Opsi 1: Tabel sudah ada di BigQuery dan disertakan dalam aliran data
Kecualikan tabel dari konfigurasi sumber aliran data Anda. Untuk informasi
selengkapnya tentang cara menyertakan dan mengecualikan objek dari konfigurasi sumber,
lihat Mengonfigurasi database sumber.
Tunggu beberapa menit untuk memastikan bahwa Datastream telah selesai memproses
semua peristiwa untuk tabel.
Buat tabel berpartisi di BigQuery.
Jika Anda ingin mempertahankan data yang sudah ada di tabel BigQuery
asli, beri tabel nama sementara yang berbeda.
Salin data dari tabel asli ke tabel berpartisi baru.
Hapus atau ganti nama tabel asli.
Ubah nama sementara tabel baru menjadi nama tabel asli.
Tambahkan tabel sumber ke konfigurasi aliran data Anda.

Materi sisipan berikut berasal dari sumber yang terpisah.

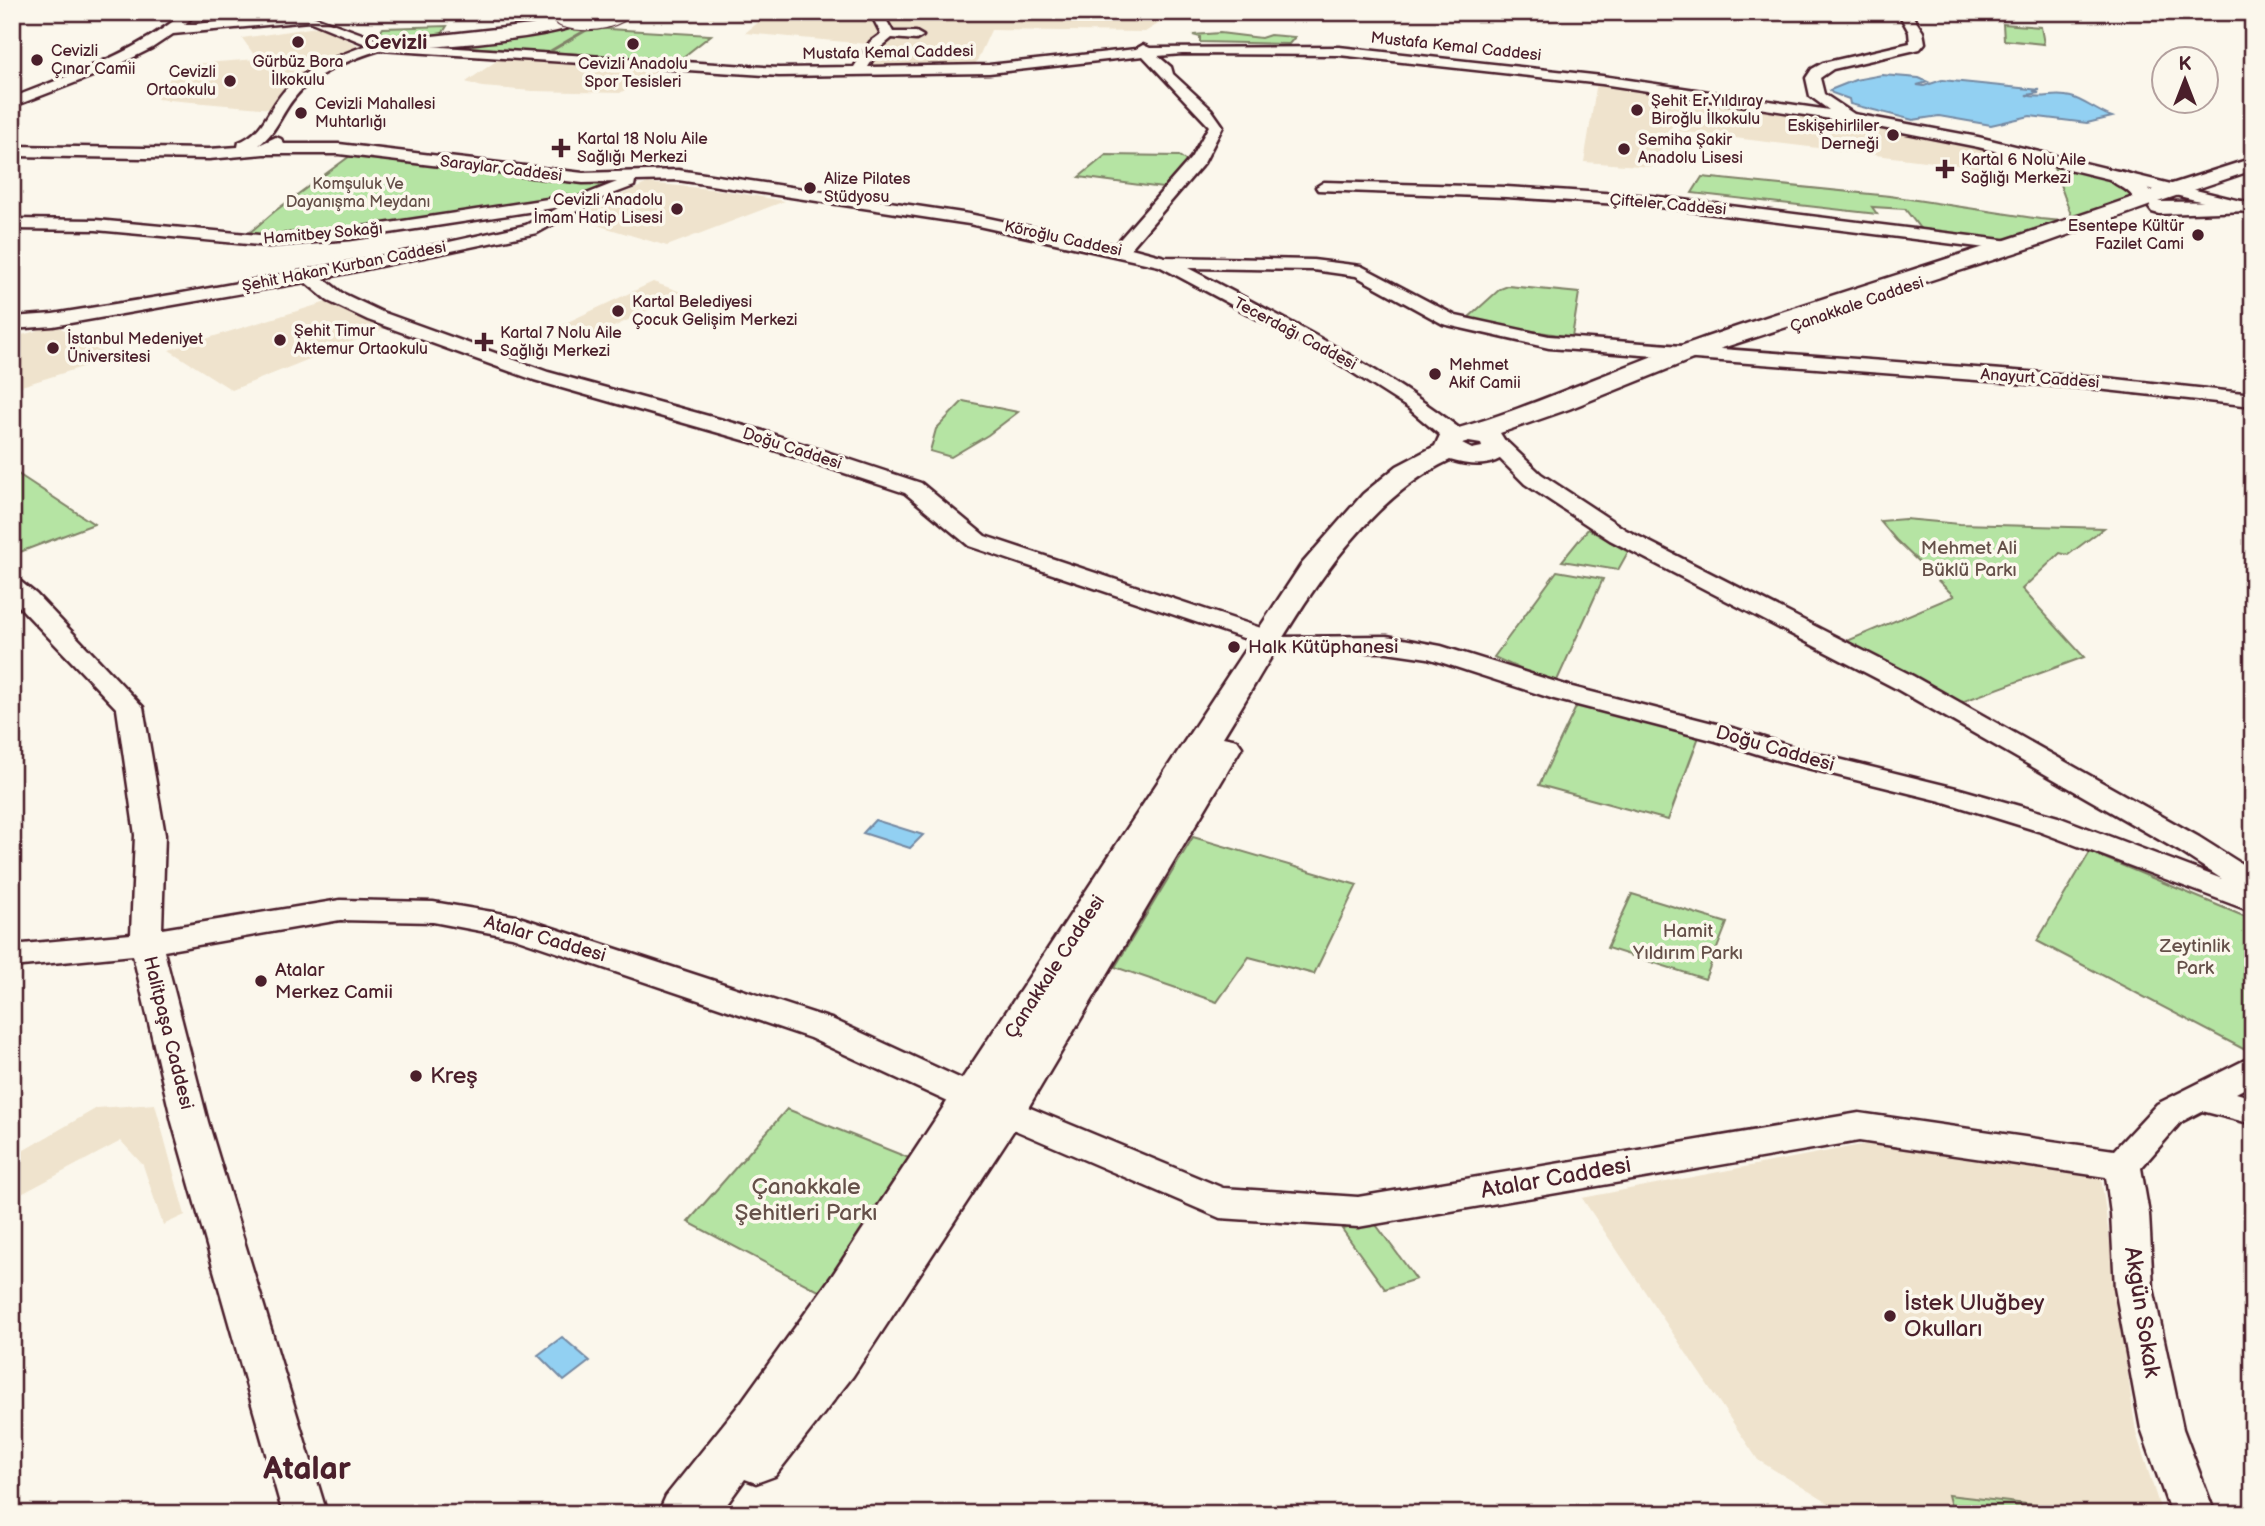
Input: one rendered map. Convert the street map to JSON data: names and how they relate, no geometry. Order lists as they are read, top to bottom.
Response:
{
  "streets": {
    "main road": ["Çanakkale Caddesi"],
    "street": [
      "Mustafa Kemal Caddesi",
      "Saraylar Caddesi",
      "Çifteler Caddesi",
      "Hamitbey Sokağı",
      "Köroğlu Caddesi",
      "Şehit Hakan Kurban Caddesi",
      "Tecerdağı Caddesi",
      "Anayurt Caddesi",
      "Doğu Caddesi",
      "Atalar Caddesi",
      "Halitpaşa Caddesi",
      "Akgün Sokak"
    ]
  },
  "crossings": [
    ["Saraylar Caddesi", "Köroğlu Caddesi"],
    ["Saraylar Caddesi", "Şehit Hakan Kurban Caddesi"],
    ["Çifteler Caddesi", "Çanakkale Caddesi"],
    ["Hamitbey Sokağı", "Şehit Hakan Kurban Caddesi"],
    ["Köroğlu Caddesi", "Şehit Hakan Kurban Caddesi"],
    ["Köroğlu Caddesi", "Tecerdağı Caddesi"],
    ["Köroğlu Caddesi", "Anayurt Caddesi"],
    ["Şehit Hakan Kurban Caddesi", "Doğu Caddesi"],
    ["Çanakkale Caddesi", "Tecerdağı Caddesi"],
    ["Çanakkale Caddesi", "Anayurt Caddesi"],
    ["Çanakkale Caddesi", "Doğu Caddesi"],
    ["Çanakkale Caddesi", "Atalar Caddesi"],
    ["Tecerdağı Caddesi", "Doğu Caddesi"],
    ["Atalar Caddesi", "Halitpaşa Caddesi"],
    ["Atalar Caddesi", "Akgün Sokak"]
  ],
  "districts": ["Cevizli", "Atalar"],
  "parks": [
    "Komşuluk Ve Dayanışma Meydanı",
    "Mehmet Ali Büklü Parkı",
    "Hamit Yıldırım Parkı",
    "Zeytinlik Park",
    "Çanakkale Şehitleri Parkı"
  ],
  "places": {
    "other": [
      "Gürbüz Bora İlkokulu",
      "Cevizli Anadolu Spor Tesisleri",
      "Cevizli Çınar Camii",
      "Cevizli Ortaokulu",
      "Şehit Er Yıldıray Biroğlu İlkokulu",
      "Cevizli Mahallesi Muhtarlığı",
      "Eskişehirliler Derneği",
      "Semiha Şakir Anadolu Lisesi",
      "Alize Pilates Stüdyosu",
      "Cevizli Anadolu İmam Hatip Lisesi",
      "Esentepe Kültür Fazilet Cami",
      "Kartal Belediyesi Çocuk Gelişim Merkezi",
      "Şehit Timur Aktemur Ortaokulu",
      "İstanbul Medeniyet Üniversitesi",
      "Mehmet Akif Camii",
      "Halk Kütüphanesi",
      "Atalar Merkez Camii",
      "Kreş",
      "İstek Uluğbey Okulları"
    ],
    "health": ["Kartal 18 Nolu Aile Sağlığı Merkezi", "Kartal 6 Nolu Aile Sağlığı Merkezi", "Kartal 7 Nolu Aile Sağlığı Merkezi"]
  },
  "north": "top"
}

Opsi 2: Tabel tidak ada di BigQuery
Buat tabel di BigQuery menggunakan salah satu pendekatan berikut:
Buat tabel BigQuery yang kompatibel dengan Datastream secara manual. Misalnya, jika ingin membuat tabel dan mempartisi data berdasarkan kolom TIMESTAMP, Anda dapat menggunakan kueri yang mirip dengan berikut:
Setelah Anda membuat tabel berpartisi, pastikan nilai max_staleness-nya ditetapkan sesuai dengan persyaratan Anda. Jika Anda tidak menetapkan nilai, nilai default
0 akan ditetapkan. Membiarkan nilai ini di 0 akan memastikan data terbaru, tetapi
akan menimbulkan biaya yang signifikan. Untuk mengetahui informasi tentang cara menemukan nilai optimal
untuk tabel Anda, lihat Menggunakan tabel BigQuery dengan opsi max_staleness.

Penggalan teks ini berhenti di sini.